El cuadro del pasado jueves, evoca recuerdos de aquel incidente en el centro de Bogotá, cuando durante la pandemia un vendedor ambulante, adulto mayor, fue casi estrangulado por un policía; o de aquel muchacho en Túnez, también vendedor de frutas, que se prendió fuego cuando llegaron los policías y le quitaron sus productos, hecho que fue la chispa que encendió la Primavera Árabe. La persecución por el «delito» de ser trabajador informal continúa y se da en diferentes ciudades, países, y bajo diferentes gobiernos y alcaldías, pero siempre bajo el mismo Estado burgués.
¿Por qué, aún bajo un gobierno que se proclama de «los nadies», esos mismos nadies siguen siendo los perseguidos, los despedidos, los humillados, los asesinados? Porque, independientemente de quién esté en el gobierno, el poder real sigue en manos de los ricos, los explotadores, los poseedores, los opresores, aquellos a quienes el presidente Petro llama a hacer un «Acuerdo Nacional»; aquellos a quienes invita a que cedan un poco de sus ganancias, a que acepten sus reformas ya recortadas, a invertir en la «economía popular» y a vender sus tierras improductivas, esas mismas que con ríos de sangre fueron despojadas a los campesinos. Y ellos han respondido con negativas, actuando conforme a su naturaleza de ¡explotadores! que solo se interesan en la ganancia, para lo cual utilizan todo el aparato estatal, incluido al mismo presidente que debe hacer respetar los privilegios de las clases holgazanas.

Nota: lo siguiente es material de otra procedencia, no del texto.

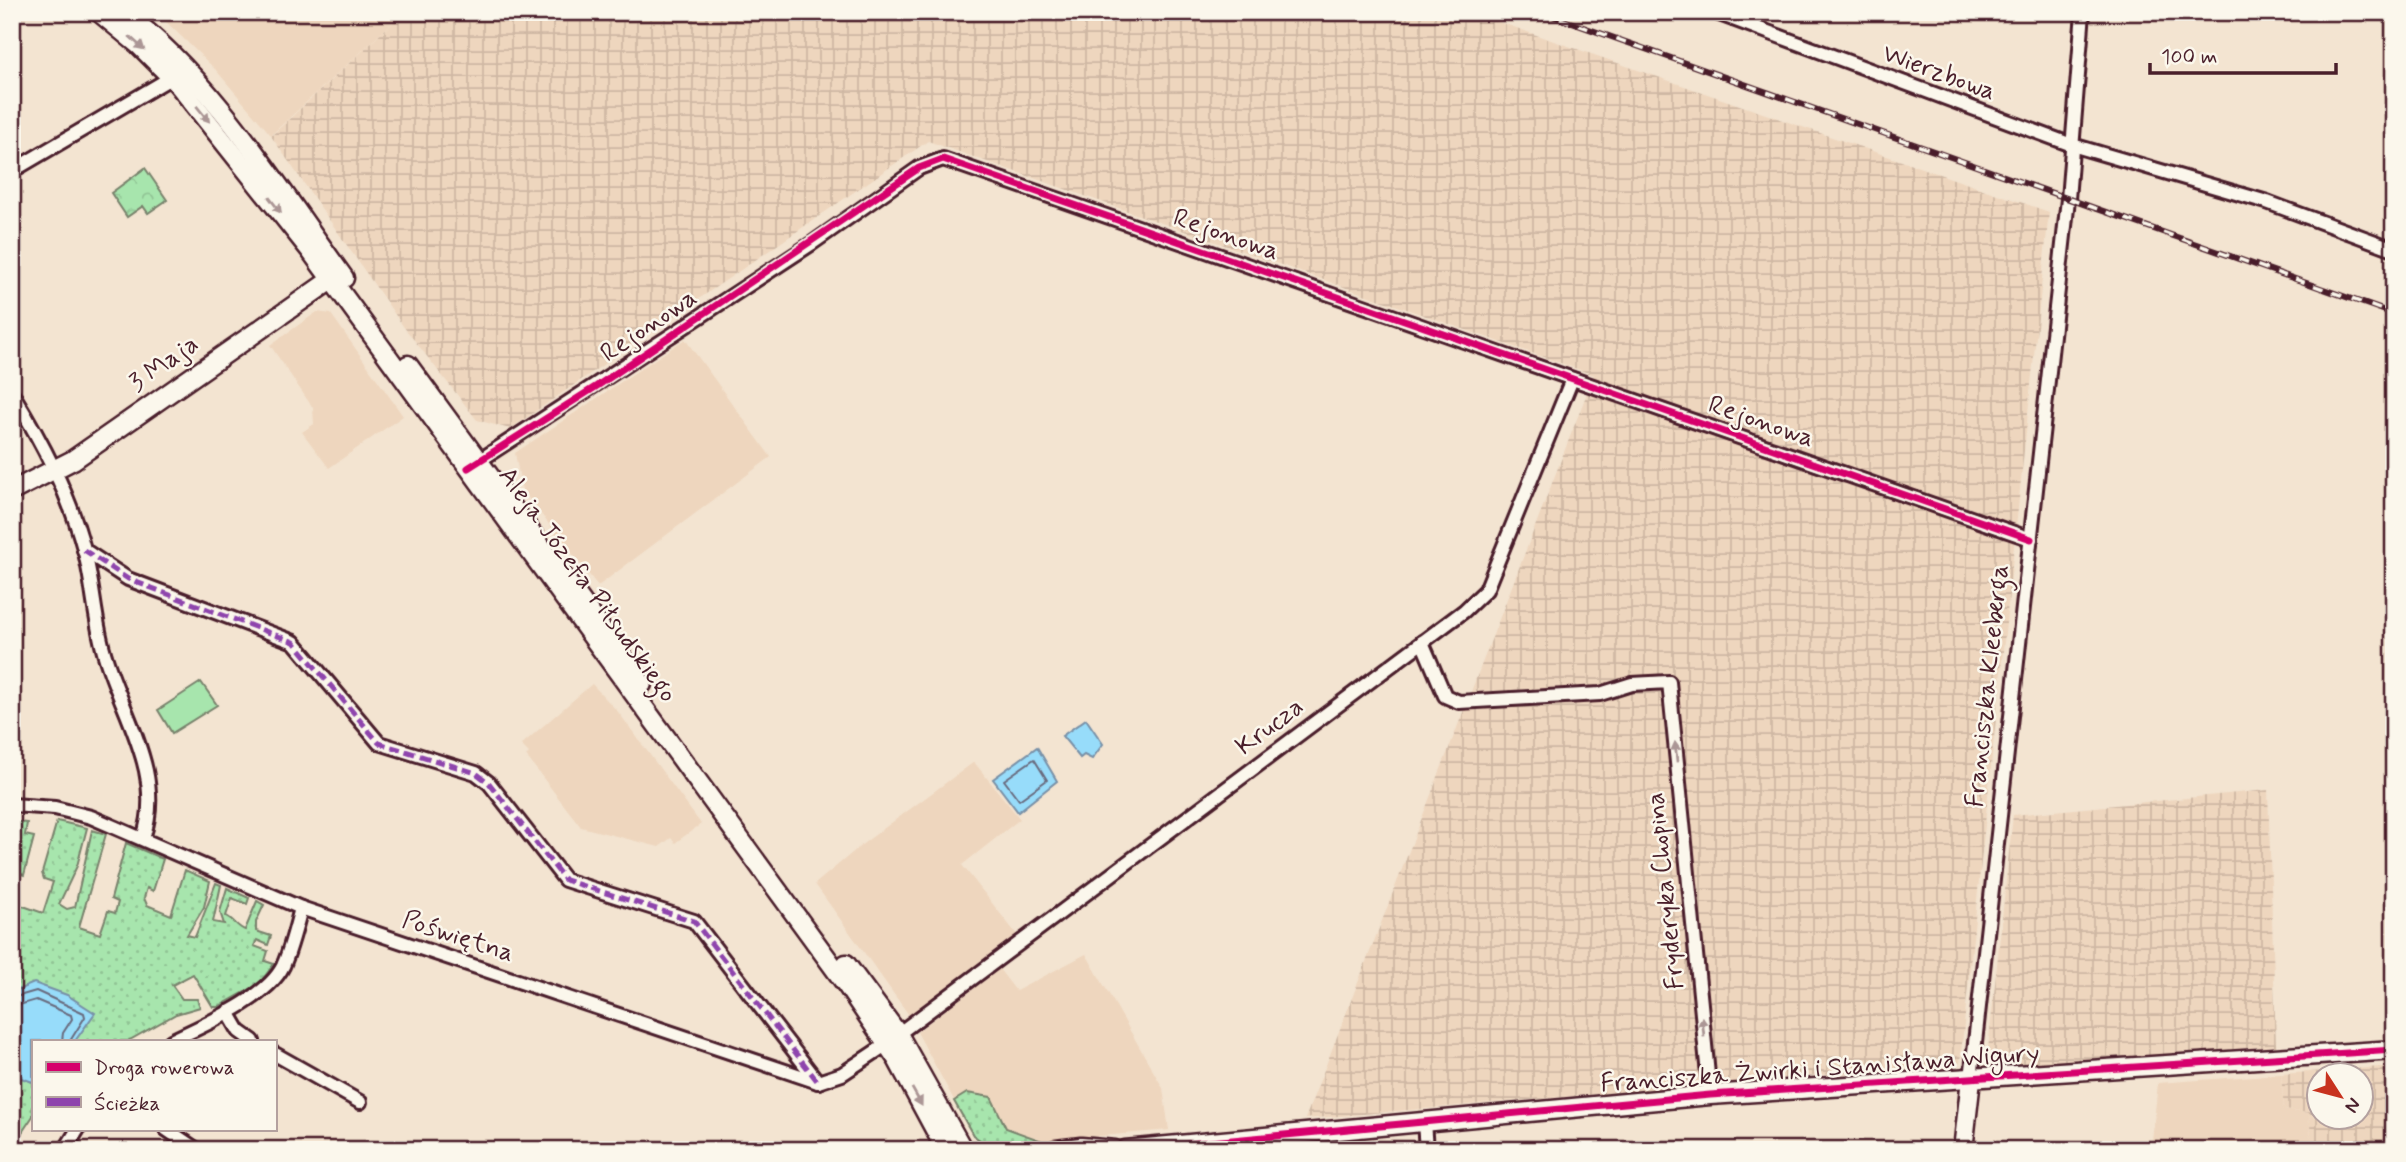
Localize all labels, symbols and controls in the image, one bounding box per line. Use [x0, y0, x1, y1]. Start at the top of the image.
scale bar [2150, 32, 2336, 76]
one-way arrow [128, 35, 146, 51]
street label: Wierzbowa [1878, 37, 2000, 109]
text: 100 m [2161, 43, 2217, 71]
one-way arrow [195, 105, 210, 122]
one-way arrow [267, 196, 281, 214]
street label: Rejonowa [1169, 201, 1283, 269]
street label: Rejonowa [594, 281, 704, 371]
street label: 3 Maja [122, 328, 206, 400]
street label: Rejonowa [1704, 388, 1818, 456]
street label: Aleja Józefa Piłsudskiego [487, 460, 684, 711]
street label: Franciszka Kleeberga [1958, 563, 2021, 809]
street label: Krucza [1229, 690, 1311, 764]
one-way arrow [1670, 741, 1681, 763]
street label: Fryderyka Chopina [1639, 791, 1693, 991]
street label: Poświętna [398, 903, 518, 971]
one-way arrow [1697, 1016, 1708, 1038]
street label: Franciszka Żwirki i Stanisława Wigury [1599, 1037, 2041, 1103]
legend [32, 1040, 276, 1130]
text: Droga rowerowa [94, 1054, 235, 1082]
north arrow [2304, 1060, 2374, 1130]
one-way arrow [911, 1087, 923, 1106]
text: Ścieżka [94, 1090, 160, 1118]
text: N [2339, 1093, 2366, 1118]

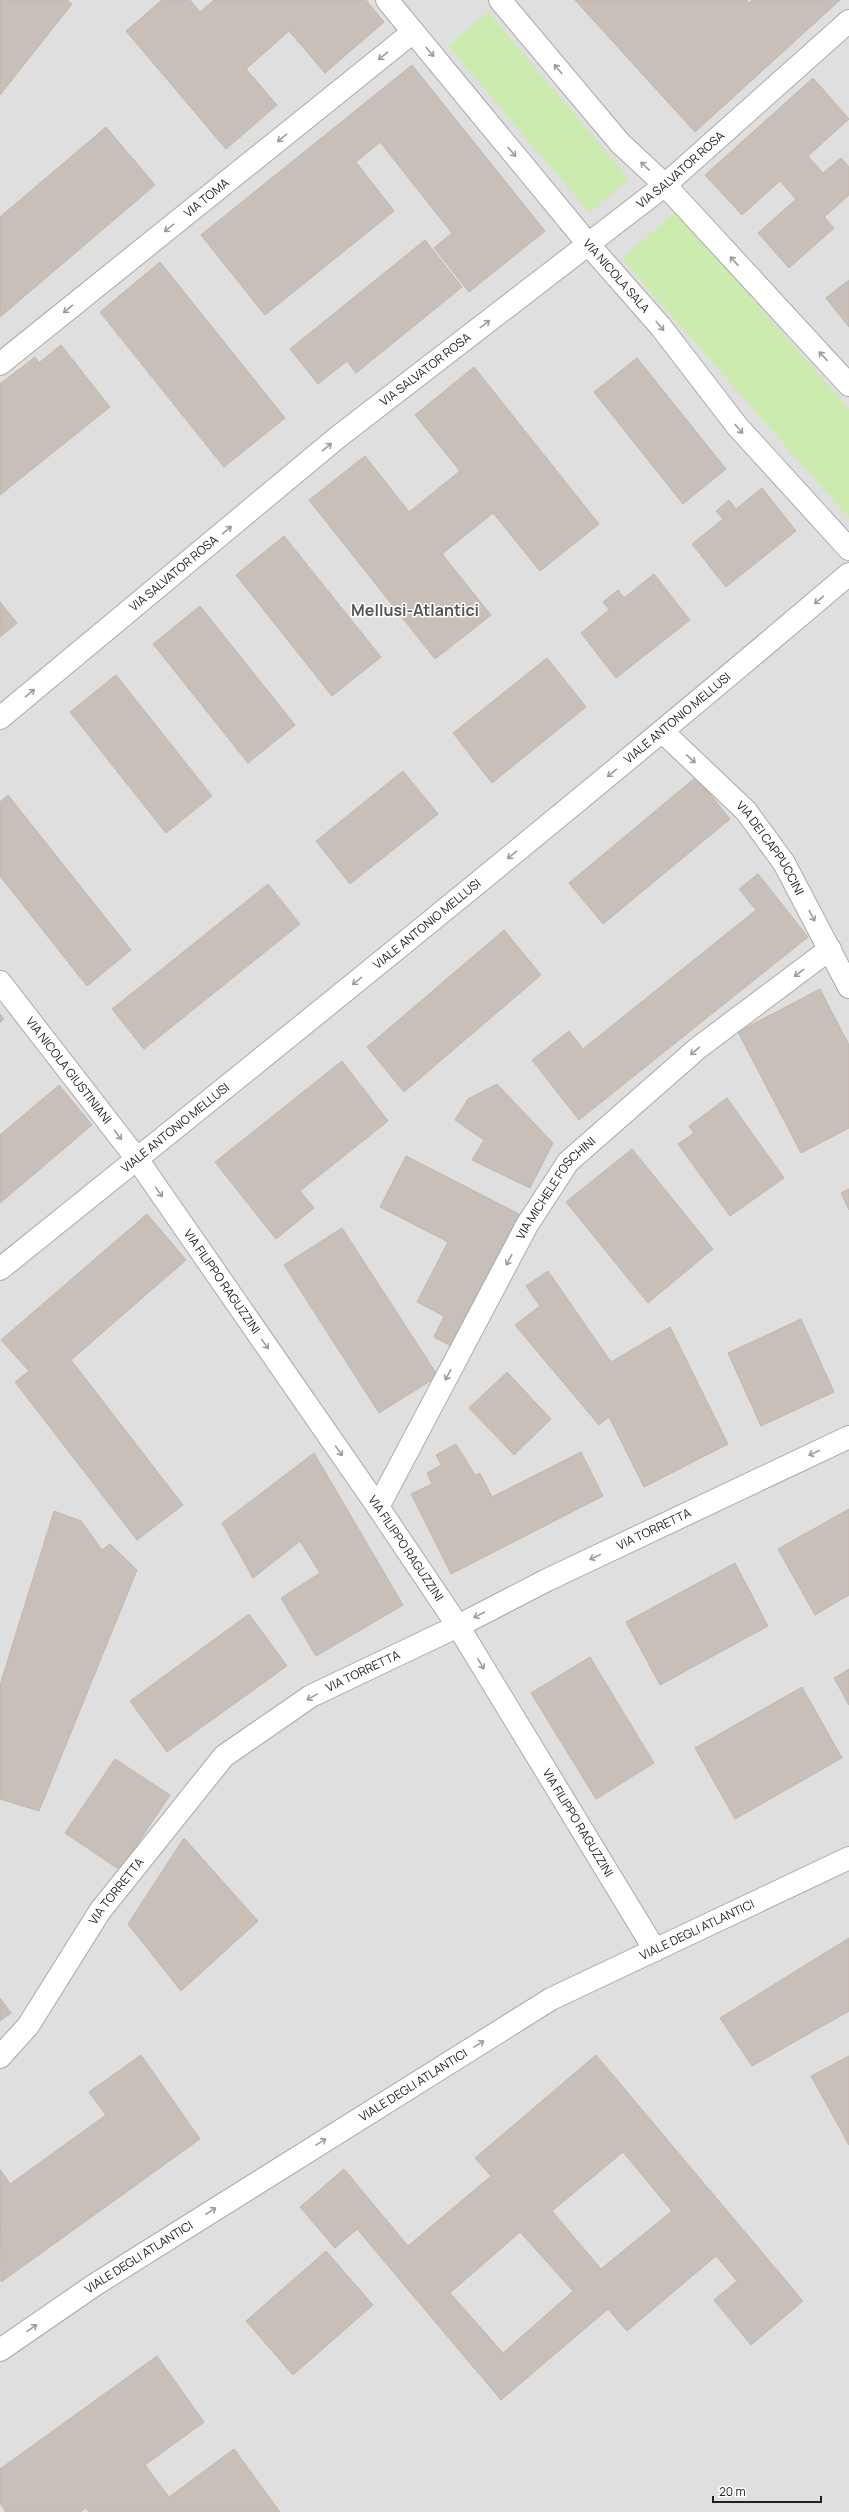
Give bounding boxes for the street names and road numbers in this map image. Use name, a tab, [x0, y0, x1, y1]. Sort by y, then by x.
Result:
street label: VIA SALVATOR ROSA	[633, 127, 728, 212]
street label: VIA TOMA	[180, 174, 233, 221]
street label: VIA NICOLA SALA	[580, 235, 654, 317]
street label: VIA SALVATOR ROSA	[376, 328, 475, 410]
street label: VIA SALVATOR ROSA	[125, 531, 222, 615]
street label: VIALE ANTONIO MELLUSI	[620, 668, 734, 767]
street label: VIA DEI CAPPUCCINI	[733, 797, 808, 898]
street label: VIALE ANTONIO MELLUSI	[369, 875, 484, 973]
street label: VIA NICOLA GIUSTINIANI	[22, 1013, 116, 1127]
street label: VIALE ANTONIO MELLUSI	[117, 1079, 233, 1176]
street label: VIA MICHELE FOSCHINI	[512, 1133, 599, 1242]
street label: VIA FILIPPO RAGUZZINI	[180, 1226, 265, 1337]
street label: VIA FILIPPO RAGUZZINI	[365, 1492, 448, 1604]
street label: VIA TORRETTA	[614, 1504, 694, 1554]
street label: VIA TORRETTA	[323, 1646, 403, 1696]
street label: VIA FILIPPO RAGUZZINI	[539, 1765, 618, 1880]
street label: VIA TORRETTA	[85, 1854, 148, 1928]
street label: VIALE DEGLI ATLANTICI	[637, 1895, 757, 1964]
street label: VIALE DEGLI ATLANTICI	[356, 2044, 471, 2125]
street label: VIALE DEGLI ATLANTICI	[81, 2216, 196, 2297]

Por eso, seguiremos viendo escenas como la de Pasto, a menos que el pueblo se levante nuevamente, como en Túnez, como en el paro del 2019, como en el Levantamiento Popular del 2021, exigiendo con su propia fuerza los cambios que no se han dado y que no se darán en estos dos años que quedan, ni tampoco en las urnas del 2026.
Es el momento de hacer las Asambleas Populares, de retomar la organización independiente del pueblo y organizar la lucha contra quienes mandan a encapuchados a perseguir el «delito» de trabajar para no morir de hambre.